One of my students, P, during his number with hula hoops.

Fail #2: When I visited my good friend, Jd, in her hometown outside of Hannover, I already knew that I could address her parents per Du because I had asked her (before even meeting her parents) how I should address her parents. As we greeted her Mom at the entrance to their house, her Mom extended her hand with an informal greeting and told me her first name. However, the default mode took over and I addressed her by Sie. She gave me a puzzled look but cheerfully continued talking to me. I can’t remember if she called me per Du or Sie, but I suddenly felt an awkwardness between us because of me calling her Sie. Her Dad introduced himself in the same manner and also gave me a puzzled look when I said Sie. Later on, I noticed that he went from Du to Sie because I had called him Sie so often. Oops…I thought mentally. But her parents were too polite in correcting me and figured I wanted to be formal. How did I come to this conclusion? Because Jd’s boyfriend visited her parents for the first time during that weekend too and had talked to her Mom on the phone on our way back to the house (we went to Jd’s apartment 2 hours away and also picked up her boyfriend from his place nearby). He answered Jd’s phone when her Mom called because Jd was driving. Immediately, he asked Jd’s Mom if he could just simply address her as Du even though they haven’t met yet, and I could hear her Mom cheerfully and immediately agree on the other end. Awkwardness = the boyfriend calling Jd’s parents by Du and me, the good friend of 6 years, addressing them as Sie.

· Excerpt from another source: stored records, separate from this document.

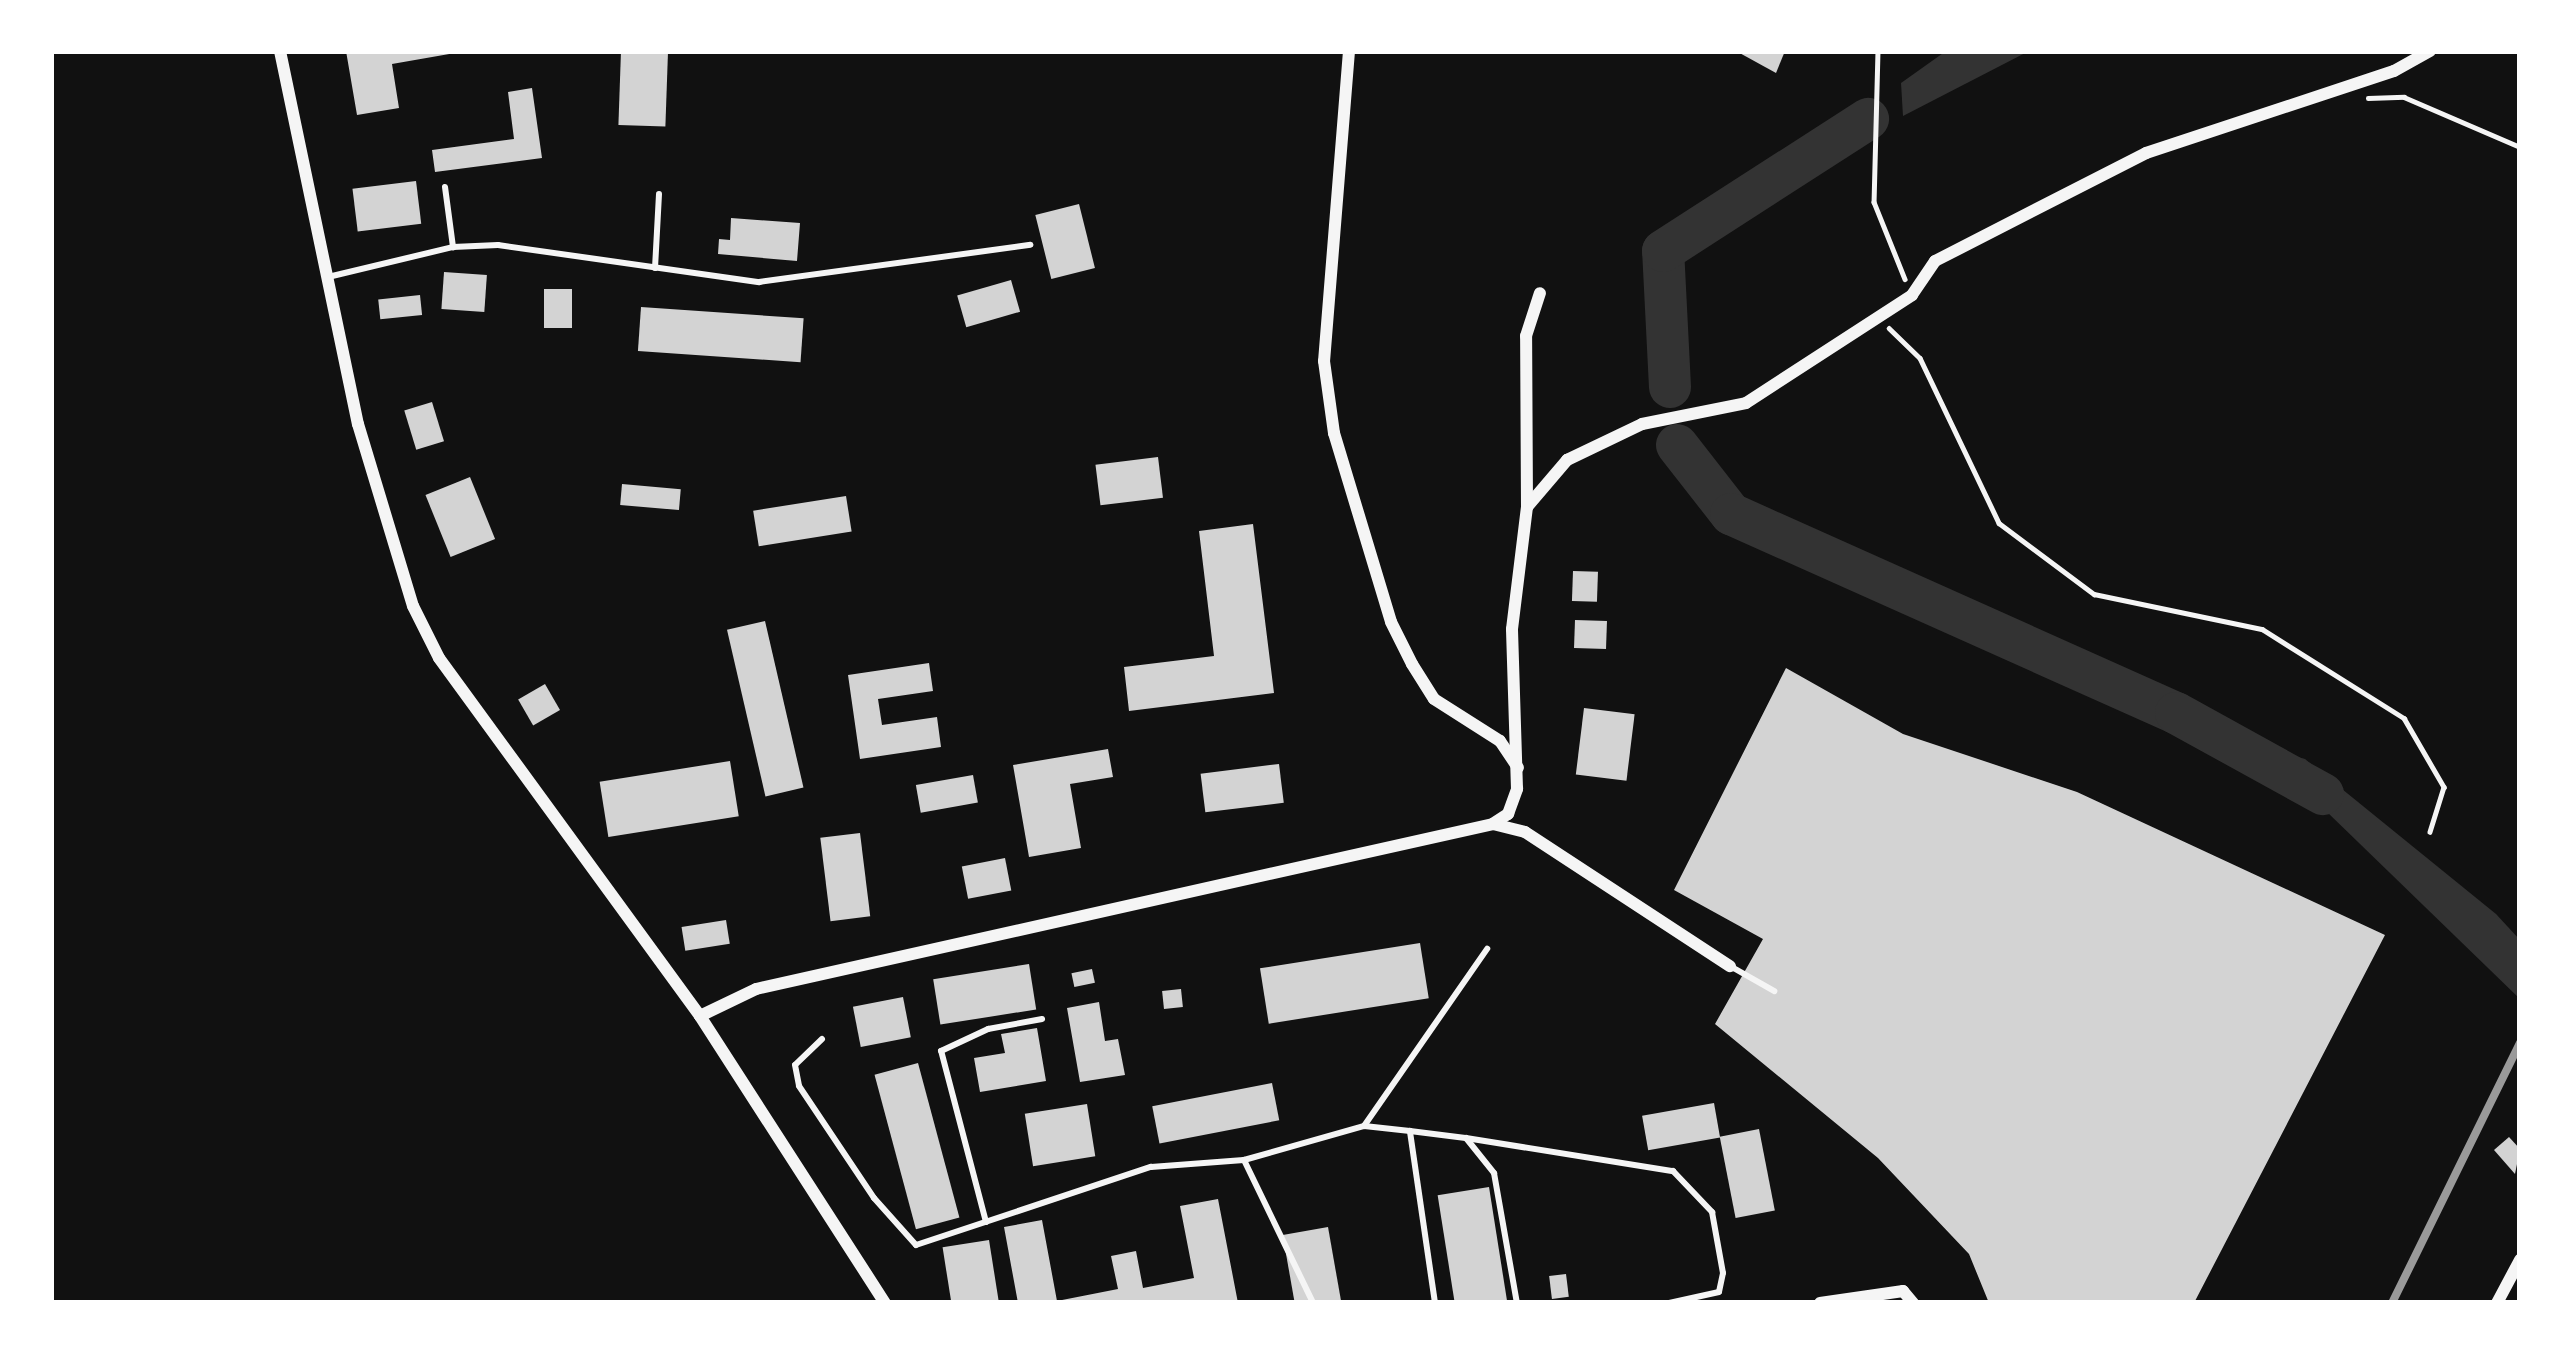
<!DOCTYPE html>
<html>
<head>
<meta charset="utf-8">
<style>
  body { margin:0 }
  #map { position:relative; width:2571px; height:1354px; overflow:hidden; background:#111; font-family:"Nunito Sans",sans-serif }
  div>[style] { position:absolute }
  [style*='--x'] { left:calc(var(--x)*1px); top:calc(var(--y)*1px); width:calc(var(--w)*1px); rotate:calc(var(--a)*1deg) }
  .water>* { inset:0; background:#333 }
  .river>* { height:42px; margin:-21px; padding:0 21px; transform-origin:21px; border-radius:21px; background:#333 }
  .building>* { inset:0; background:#d3d3d3; transform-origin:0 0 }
  .path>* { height:4.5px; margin:-2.25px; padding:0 2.25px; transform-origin:2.25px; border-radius:2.25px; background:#f5f5f5 }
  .service>* { height:6px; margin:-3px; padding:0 3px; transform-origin:3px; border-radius:3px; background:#f5f5f5 }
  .minor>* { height:12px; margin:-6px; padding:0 6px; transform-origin:6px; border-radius:6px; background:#f5f5f5 }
  .rail>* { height:8px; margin:-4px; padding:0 4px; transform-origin:4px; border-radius:4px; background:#9a9a9a }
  span { translate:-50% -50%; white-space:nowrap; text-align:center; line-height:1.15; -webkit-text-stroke:9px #fff; paint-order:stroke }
  .frame { position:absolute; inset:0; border:54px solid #fff; pointer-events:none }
</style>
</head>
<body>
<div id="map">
  <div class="water">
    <i style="clip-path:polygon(1946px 51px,2029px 51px,1903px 116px,1901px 83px)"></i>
    <i style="clip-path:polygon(2259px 746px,2305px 759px,2496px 914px,2520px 940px,2520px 999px)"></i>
  </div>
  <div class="river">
    <i style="--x:1670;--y:387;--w:136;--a:-92.9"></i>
    <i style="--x:1663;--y:251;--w:244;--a:-32.8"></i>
    <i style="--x:1677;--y:445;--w:88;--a:52"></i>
    <i style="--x:1731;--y:514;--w:487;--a:24.1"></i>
    <i style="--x:2176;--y:713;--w:168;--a:28.9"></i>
  </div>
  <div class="building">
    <i style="clip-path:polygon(346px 51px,454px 51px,455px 53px,392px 64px,399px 108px,357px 115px)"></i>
    <i style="left:621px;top:51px;width:47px;height:74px;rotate:2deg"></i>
    <i style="clip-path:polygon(1736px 51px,1785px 51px,1776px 73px)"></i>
    <i style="clip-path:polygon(532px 88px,542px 158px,435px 172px,432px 150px,514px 139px,508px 92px)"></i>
    <i style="left:416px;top:181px;width:43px;height:64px;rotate:83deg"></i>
    <i style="left:1079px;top:204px;width:66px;height:45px;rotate:76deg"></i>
    <i style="clip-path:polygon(731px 218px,800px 223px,797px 261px,718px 254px,719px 239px,730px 240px)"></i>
    <i style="left:444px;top:272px;width:43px;height:37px;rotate:4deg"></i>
    <i style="left:1011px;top:280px;width:33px;height:56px;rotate:74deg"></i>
    <i style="left:544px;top:289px;width:28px;height:39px"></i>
    <i style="left:420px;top:295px;width:20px;height:42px;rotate:84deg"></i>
    <i style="left:641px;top:307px;width:163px;height:44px;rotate:4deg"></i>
    <i style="left:432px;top:402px;width:41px;height:29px;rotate:73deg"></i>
    <i style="left:1158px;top:457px;width:41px;height:63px;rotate:83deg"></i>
    <i style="left:470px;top:477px;width:67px;height:48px;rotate:68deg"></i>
    <i style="left:622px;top:484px;width:59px;height:21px;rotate:5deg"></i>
    <i style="left:846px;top:496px;width:36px;height:94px;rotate:81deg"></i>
    <i style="clip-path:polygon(1253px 524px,1274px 693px,1129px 711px,1124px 667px,1214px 656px,1199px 531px)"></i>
    <i style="left:1573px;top:571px;width:25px;height:30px;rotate:2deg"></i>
    <i style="left:1575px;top:620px;width:32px;height:28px;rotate:2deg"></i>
    <i style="left:765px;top:621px;width:171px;height:39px;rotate:77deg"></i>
    <i style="clip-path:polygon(929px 663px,933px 691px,878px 699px,882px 725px,937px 717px,941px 747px,860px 759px,848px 675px)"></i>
    <i style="clip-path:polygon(1786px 668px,1903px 734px,2077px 792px,2385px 935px,2194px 1303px,1989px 1303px,1969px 1254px,1878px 1158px,1715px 1024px,1763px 939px,1674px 890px)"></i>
    <i style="left:545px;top:684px;width:30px;height:31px;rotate:60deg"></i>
    <i style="left:1584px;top:708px;width:51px;height:67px;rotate:7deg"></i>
    <i style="clip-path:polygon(1108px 749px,1113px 777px,1070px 784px,1081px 848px,1029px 857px,1013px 765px)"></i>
    <i style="left:730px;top:761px;width:56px;height:132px;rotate:81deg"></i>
    <i style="left:1279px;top:764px;width:39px;height:79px;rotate:83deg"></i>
    <i style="left:973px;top:775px;width:28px;height:58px;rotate:80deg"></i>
    <i style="left:860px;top:833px;width:84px;height:40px;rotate:83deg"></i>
    <i style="left:1005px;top:858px;width:33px;height:44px;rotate:79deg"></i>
    <i style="left:726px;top:920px;width:24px;height:45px;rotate:81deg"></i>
    <i style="left:1420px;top:943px;width:56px;height:162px;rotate:81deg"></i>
    <i style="left:1029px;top:964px;width:46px;height:97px;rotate:81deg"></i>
    <i style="left:1092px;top:969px;width:14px;height:21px;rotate:78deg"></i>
    <i style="left:1181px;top:989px;width:18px;height:19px;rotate:84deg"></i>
    <i style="left:903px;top:997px;width:41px;height:51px;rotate:79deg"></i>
    <i style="clip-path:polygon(1099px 1002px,1105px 1041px,1118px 1039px,1125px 1075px,1080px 1082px,1067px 1008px)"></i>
    <i style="clip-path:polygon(1037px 1028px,1046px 1081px,980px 1092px,974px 1058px,1005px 1053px,1001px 1034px)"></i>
    <i style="left:918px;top:1063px;width:160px;height:45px;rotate:75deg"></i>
    <i style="left:1272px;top:1083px;width:38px;height:122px;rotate:79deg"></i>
    <i style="left:1714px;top:1103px;width:35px;height:73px;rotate:80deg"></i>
    <i style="left:1087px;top:1104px;width:53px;height:63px;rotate:81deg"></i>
    <i style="left:1759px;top:1129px;width:83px;height:40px;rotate:79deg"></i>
    <i style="clip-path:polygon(2509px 1137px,2520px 1149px,2515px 1174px,2494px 1150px)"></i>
    <i style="left:1489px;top:1187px;width:117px;height:52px;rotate:81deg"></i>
    <i style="clip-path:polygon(1218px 1199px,1238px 1303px,1018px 1303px,1004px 1227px,1042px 1220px,1057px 1301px,1118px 1289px,1111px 1256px,1136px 1251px,1143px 1288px,1194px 1278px,1180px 1206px)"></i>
    <i style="left:1328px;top:1227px;width:77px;height:46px;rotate:80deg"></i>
    <i style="left:989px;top:1240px;width:64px;height:47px;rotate:81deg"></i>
    <i style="left:1566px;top:1274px;width:23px;height:17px;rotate:83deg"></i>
  </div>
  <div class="path">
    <i style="--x:1878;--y:51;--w:151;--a:91.5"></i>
    <i style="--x:1874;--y:202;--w:83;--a:68.1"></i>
    <i style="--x:2368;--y:98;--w:36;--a:-2"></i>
    <i style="--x:2404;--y:97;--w:126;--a:23.3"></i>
    <i style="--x:1889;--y:328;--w:43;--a:44.1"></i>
    <i style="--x:1920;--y:358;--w:183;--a:64.4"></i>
    <i style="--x:1999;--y:523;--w:119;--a:36.8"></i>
    <i style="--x:2094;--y:594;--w:172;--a:11.8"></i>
    <i style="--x:2262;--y:629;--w:168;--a:32.1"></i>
    <i style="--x:2404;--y:718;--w:80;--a:59.9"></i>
    <i style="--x:2444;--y:787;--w:47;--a:107.3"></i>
  </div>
  <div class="service">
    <i style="--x:445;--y:187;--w:61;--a:82.4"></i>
    <i style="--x:655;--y:268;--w:74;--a:-86.9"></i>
    <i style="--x:328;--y:277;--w:129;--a:-13.5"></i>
    <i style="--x:453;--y:247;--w:45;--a:-2.5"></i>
    <i style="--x:498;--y:245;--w:264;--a:8.1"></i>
    <i style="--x:759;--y:282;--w:274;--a:-7.8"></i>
    <i style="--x:1730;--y:966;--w:51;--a:29.6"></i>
    <i style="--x:822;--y:1039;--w:37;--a:136"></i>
    <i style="--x:795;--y:1065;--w:21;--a:79"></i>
    <i style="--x:799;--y:1086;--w:135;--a:56.2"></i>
    <i style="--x:874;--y:1198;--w:63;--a:48.2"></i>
    <i style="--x:916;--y:1245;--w:248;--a:-18.4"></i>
    <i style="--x:1151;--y:1167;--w:93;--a:-4.3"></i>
    <i style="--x:1244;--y:1160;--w:159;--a:64.2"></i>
    <i style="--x:1410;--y:1131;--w:56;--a:7.1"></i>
    <i style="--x:1466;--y:1138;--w:45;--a:51.3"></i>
    <i style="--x:1494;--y:1173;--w:132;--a:80"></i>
    <i style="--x:1466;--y:1138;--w:210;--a:9.1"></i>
    <i style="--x:1673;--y:1171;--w:57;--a:46.4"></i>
    <i style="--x:1712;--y:1212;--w:62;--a:79.8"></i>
    <i style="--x:1723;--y:1273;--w:19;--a:102"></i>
    <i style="--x:1719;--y:1292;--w:51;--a:167.6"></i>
    <i style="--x:1244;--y:1160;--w:125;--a:-15.8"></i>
    <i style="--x:986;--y:1222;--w:177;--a:-104.7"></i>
    <i style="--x:941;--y:1051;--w:52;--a:-25.1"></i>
    <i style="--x:988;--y:1029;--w:55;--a:-10.5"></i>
    <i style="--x:1435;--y:1303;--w:174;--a:-98.3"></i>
    <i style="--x:1410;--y:1131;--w:46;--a:-173.8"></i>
    <i style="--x:1364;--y:1126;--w:216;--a:-55.2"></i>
  </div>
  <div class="minor">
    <i style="--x:280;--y:51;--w:381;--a:78.2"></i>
    <i style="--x:358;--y:424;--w:190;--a:73.2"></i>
    <i style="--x:413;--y:606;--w:58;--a:63.4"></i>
    <i style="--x:439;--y:658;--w:443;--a:53.9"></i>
    <i style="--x:700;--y:1016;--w:341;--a:57.2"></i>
    <i style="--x:1349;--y:51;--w:311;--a:94.6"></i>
    <i style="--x:1324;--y:361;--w:73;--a:82.1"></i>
    <i style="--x:1334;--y:433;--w:197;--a:73.2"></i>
    <i style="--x:1391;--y:622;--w:47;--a:63.4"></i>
    <i style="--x:1412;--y:664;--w:41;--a:57.8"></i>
    <i style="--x:1434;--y:699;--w:78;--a:32.5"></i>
    <i style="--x:1500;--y:741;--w:32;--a:56"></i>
    <i style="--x:1527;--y:507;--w:62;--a:-49.6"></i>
    <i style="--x:1567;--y:460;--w:83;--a:-25.6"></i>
    <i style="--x:1642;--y:424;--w:106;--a:-11.4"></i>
    <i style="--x:1746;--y:403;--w:198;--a:-33"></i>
    <i style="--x:1912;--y:295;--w:41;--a:-55.9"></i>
    <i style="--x:1935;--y:261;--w:237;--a:-27.1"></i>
    <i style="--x:2146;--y:153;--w:261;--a:-18.3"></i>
    <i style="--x:2394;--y:71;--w:41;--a:-29.1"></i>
    <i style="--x:1494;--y:823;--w:17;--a:-33"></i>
    <i style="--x:1508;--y:814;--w:27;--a:-70"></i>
    <i style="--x:1517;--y:789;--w:160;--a:-91.8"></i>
    <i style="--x:1512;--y:629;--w:123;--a:-83"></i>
    <i style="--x:1527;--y:507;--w:171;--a:-90.3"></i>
    <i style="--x:1526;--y:336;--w:45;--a:-72"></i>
    <i style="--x:700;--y:1016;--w:62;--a:-25.7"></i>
    <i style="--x:756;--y:989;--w:755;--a:-12.62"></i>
    <i style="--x:1493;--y:824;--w:33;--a:14"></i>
    <i style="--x:1525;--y:832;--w:245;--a:33.2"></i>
    <i style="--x:1820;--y:1303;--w:84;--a:-8.2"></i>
    <i style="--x:1903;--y:1291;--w:16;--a:50"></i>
    <i style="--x:2497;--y:1303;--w:49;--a:-61.9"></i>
  </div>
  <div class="rail">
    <i style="--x:2392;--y:1303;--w:290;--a:-63.8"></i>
  </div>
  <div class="frame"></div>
</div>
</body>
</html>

The solution to both these fails will not elude me. First off: I shall ask Jl about the awkwardness of my farewell with her parents. Was it because it was a farewell? Or was it because I insisted on Sie? Secondly: my sister and I will visit Jd again and will most likely stay at her parents’ house. I’ll simply ask her parents if I could just call them by Du, since I noticed Jd’s boyfriend doing the same and they will, naturally, say yes. This also means I need to ask Jd what her parents’ first names are again.

The rehearsal stage and a student performing. I didn’t have her in class but she did a fantastic job.